At these ages and in the natural environment, the vines find their own balance, so little intervention in the vineyard is necessary. Recently, they’ve moved to less leaf-pulling, which also helps to “harvest earlier with good skin-ripeness and lower grape sugars,” explains Stephen Tanzer about the Hayne vineyard in Napa.
Old-school philosophy, traditional methods
Along with the old-and-interesting vineyard mission, Larry primarily sought out Zinfandel as California’s quintessential grape. And quintessential in that it would best express these sites. This thinking is the opposite of the general new-world approach, where the site serves the purity of the fruit, not the other way around.
Those old vines, organic vineyards, and resulting acid-sugar-flavour rati0 are the important groundwork for that true vineyard expression. Then there’s what you do with (and don’t do to) it all. Turley allows wild, local yeast to wild-ferment the grapes. These yeasts grow in the vineyard and are much more varied than selected cultures. The result is more complex aromas.
They also press whole berries (rather than crushing first to separate the silkier free-run juice from the pressed juice), allow long, gradual fermentations, and don’t fine or filter. Then, they age in mostly French oak (80%), which better integrates the flavours and allows slower oxidation. These techniques encourage structure, texture, and longevity.
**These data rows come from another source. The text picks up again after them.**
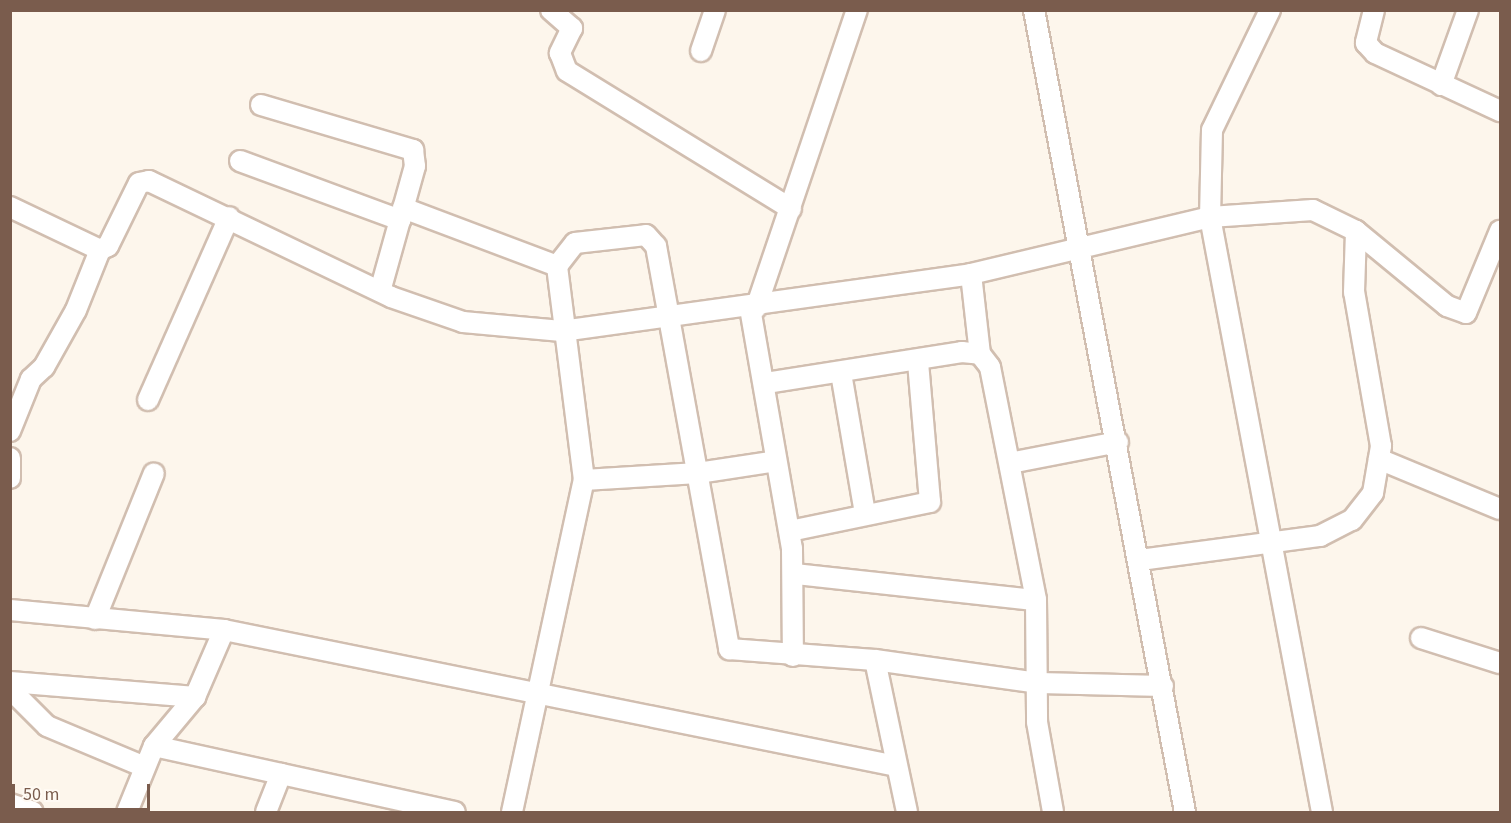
<!DOCTYPE html>
<html>
<head>
<meta charset="utf-8">
<style>
	body { margin:0 }
	#map { position:relative; width:1511px; height:823px; overflow:hidden; background:#fdf6ec; font-family:"Source Sans 3",sans-serif }
	div>[style] { position:absolute }
	.roads { filter:drop-shadow(2px 0 #d1beb0) drop-shadow(-2px 0 #d1beb0) drop-shadow(0 2px #d1beb0) drop-shadow(0 -2px #d1beb0) }
	.minor>* { height:20px; margin:-10px; padding:0 10px; transform-origin:10px; border-radius:10px; background:#fff }
	span { translate:-50% -50%; white-space:nowrap; text-align:center; line-height:1.15; -webkit-text-stroke:4.5px #fffaf3; paint-order:stroke }
	.frame { position:absolute; inset:0; border:12px solid #7a5c4d; pointer-events:none }
	.scale { position:absolute; left:12px; top:784px; width:138px; height:27px; box-sizing:border-box; border:3px solid #7a5c4d; border-top:0; padding-left:8px; font-size:18px; line-height:21px; white-space:nowrap; color:#7a5c4d; -webkit-text-stroke:4px #fffaf3; paint-order:stroke }
</style>
</head>
<body>
<div id="map">
	<div class="roads">
		<div class="minor">
			<i style="left:551px;top:10px;width:28px;rotate:41deg"></i>
			<i style="left:572px;top:28px;width:28px;rotate:116deg"></i>
			<i style="left:560px;top:53px;width:19px;rotate:69deg"></i>
			<i style="left:567px;top:71px;width:263px;rotate:31.6deg"></i>
			<i style="left:1034px;top:10px;width:816px;rotate:79.34deg"></i>
			<i style="left:1270px;top:10px;width:133px;rotate:115.8deg"></i>
			<i style="left:1212px;top:130px;width:87px;rotate:91.3deg"></i>
			<i style="left:1210px;top:217px;width:605px;rotate:79.34deg"></i>
			<i style="left:1374px;top:10px;width:34px;rotate:104deg"></i>
			<i style="left:1366px;top:43px;width:13px;rotate:48deg"></i>
			<i style="left:1375px;top:53px;width:138px;rotate:24.9deg"></i>
			<i style="left:701px;top:51px;width:43px;rotate:-71.1deg"></i>
			<i style="left:1441px;top:85px;width:80px;rotate:-70.2deg"></i>
			<i style="left:261px;top:105px;width:159px;rotate:16.5deg"></i>
			<i style="left:413px;top:150px;width:16px;rotate:83deg"></i>
			<i style="left:415px;top:166px;width:130px;rotate:105.6deg"></i>
			<i style="left:240px;top:161px;width:171px;rotate:20.2deg"></i>
			<i style="left:10px;top:207px;width:100px;rotate:25.5deg"></i>
			<i style="left:100px;top:250px;width:9px;rotate:-27deg"></i>
			<i style="left:108px;top:246px;width:70px;rotate:-63.8deg"></i>
			<i style="left:139px;top:183px;width:10px;rotate:-11deg"></i>
			<i style="left:149px;top:181px;width:268px;rotate:25.6deg"></i>
			<i style="left:391px;top:297px;width:76px;rotate:19.1deg"></i>
			<i style="left:463px;top:322px;width:99px;rotate:5.2deg"></i>
			<i style="left:562px;top:331px;width:413px;rotate:-7.9deg"></i>
			<i style="left:971px;top:274px;width:246px;rotate:-13.4deg"></i>
			<i style="left:1210px;top:217px;width:103px;rotate:-3.9deg"></i>
			<i style="left:1313px;top:210px;width:48px;rotate:26deg"></i>
			<i style="left:1356px;top:231px;width:118px;rotate:39.5deg"></i>
			<i style="left:1447px;top:306px;width:20px;rotate:20deg"></i>
			<i style="left:1466px;top:313px;width:89px;rotate:-67.5deg"></i>
			<i style="left:403px;top:208px;width:165px;rotate:20.6deg"></i>
			<i style="left:971px;top:274px;width:81px;rotate:83.6deg"></i>
			<i style="left:750px;top:308px;width:245px;rotate:80.1deg"></i>
			<i style="left:792px;top:549px;width:107px;rotate:89.5deg"></i>
			<i style="left:756px;top:308px;width:315px;rotate:-71.3deg"></i>
			<i style="left:841px;top:373px;width:143px;rotate:80.3deg"></i>
			<i style="left:766px;top:383px;width:198px;rotate:-9deg"></i>
			<i style="left:962px;top:352px;width:18px;rotate:6deg"></i>
			<i style="left:980px;top:354px;width:16px;rotate:52deg"></i>
			<i style="left:990px;top:367px;width:237px;rotate:78.8deg"></i>
			<i style="left:1036px;top:600px;width:122px;rotate:89.5deg"></i>
			<i style="left:1037px;top:722px;width:91px;rotate:79.9deg"></i>
			<i style="left:148px;top:400px;width:200px;rotate:-66.1deg"></i>
			<i style="left:10px;top:431px;width:56px;rotate:-68deg"></i>
			<i style="left:31px;top:379px;width:18px;rotate:-43deg"></i>
			<i style="left:44px;top:367px;width:65px;rotate:-60.7deg"></i>
			<i style="left:76px;top:310px;width:65px;rotate:-68.2deg"></i>
			<i style="left:10px;top:458px;width:20px;rotate:90deg"></i>
			<i style="left:1379px;top:459px;width:131px;rotate:22.5deg"></i>
			<i style="left:1010px;top:463px;width:110px;rotate:-11deg"></i>
			<i style="left:584px;top:480px;width:114px;rotate:-3.5deg"></i>
			<i style="left:698px;top:473px;width:79px;rotate:-8.7deg"></i>
			<i style="left:790px;top:531px;width:143px;rotate:-11.7deg"></i>
			<i style="left:930px;top:502px;width:141px;rotate:-94.9deg"></i>
			<i style="left:1140px;top:560px;width:182px;rotate:-7.6deg"></i>
			<i style="left:1320px;top:536px;width:36px;rotate:-27deg"></i>
			<i style="left:1352px;top:520px;width:34px;rotate:-52deg"></i>
			<i style="left:1373px;top:493px;width:48px;rotate:-80.3deg"></i>
			<i style="left:1381px;top:446px;width:156px;rotate:-99.9deg"></i>
			<i style="left:1354px;top:292px;width:61px;rotate:-88.1deg"></i>
			<i style="left:795px;top:574px;width:242px;rotate:6.2deg"></i>
			<i style="left:10px;top:610px;width:215px;rotate:5.3deg"></i>
			<i style="left:224px;top:630px;width:686px;rotate:11.44deg"></i>
			<i style="left:95px;top:619px;width:157px;rotate:-68deg"></i>
			<i style="left:1421px;top:638px;width:83px;rotate:17.6deg"></i>
			<i style="left:875px;top:660px;width:155px;rotate:78.1deg"></i>
			<i style="left:10px;top:682px;width:186px;rotate:4.6deg"></i>
			<i style="left:10px;top:689px;width:52px;rotate:45deg"></i>
			<i style="left:47px;top:726px;width:106px;rotate:22.7deg"></i>
			<i style="left:154px;top:746px;width:64px;rotate:-50.1deg"></i>
			<i style="left:195px;top:697px;width:73px;rotate:-66.6deg"></i>
			<i style="left:10px;top:804px;width:24px;rotate:19deg"></i>
			<i style="left:127px;top:812px;width:71px;rotate:-67.8deg"></i>
			<i style="left:154px;top:746px;width:308px;rotate:12.4deg"></i>
			<i style="left:266px;top:812px;width:41px;rotate:-68.5deg"></i>
			<i style="left:512px;top:812px;width:340px;rotate:-77.8deg"></i>
			<i style="left:584px;top:480px;width:216px;rotate:-97.2deg"></i>
			<i style="left:557px;top:266px;width:29px;rotate:-52deg"></i>
			<i style="left:575px;top:243px;width:71px;rotate:-6.4deg"></i>
			<i style="left:646px;top:235px;width:15px;rotate:48deg"></i>
			<i style="left:656px;top:246px;width:410px;rotate:79.7deg"></i>
			<i style="left:729px;top:649px;width:146px;rotate:4.3deg"></i>
			<i style="left:875px;top:660px;width:166px;rotate:8deg"></i>
			<i style="left:1039px;top:683px;width:124px;rotate:1.4deg"></i>
		</div>
	</div>
	<div class="frame"></div>
	<div class="scale">50 m</div>
</div>
</body>
</html>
“Old” and “new” world is an obsolete concept
One of the first things the wine curious learn is that “new world” wines emphasize fruit power and softness over site. Conversely, “old world” wines are earthy and structured. But it’s time to change that language. It’s time to abandon it, in fact. Winegrowing and making have evolved enough to blur those definitions. As Larry and his team show, you can have old-world feeling from new world vineyards and vice versa.
Some lament the homogenization of wine styles as knowledge and technology progress, and as the purpose changes to suit demand. But what’s so exciting are the lessons we can trade.
Today, the best of the new world is making “traditional” wines–those that invest in vineyard health, show some restraint, elegance, an ability to evolve, but can still be big and true to themselves. And the old world is learning about fruit, fleshiness, and earlier pleasure without sacrificing placeness.
Turley is no paradox
For its part, Zinfandel is the cover girl for big, soft, ripe, fruity wine. More than that, it’s grow in a hyper-technological, research-focused, advancement-chasing, modern winemaking culture. But Turley wines are not some magical exception to the laws of nature. They are the result of science applied to the wisdom of history on a different standard of “good” and a more precise definition of “authentic”.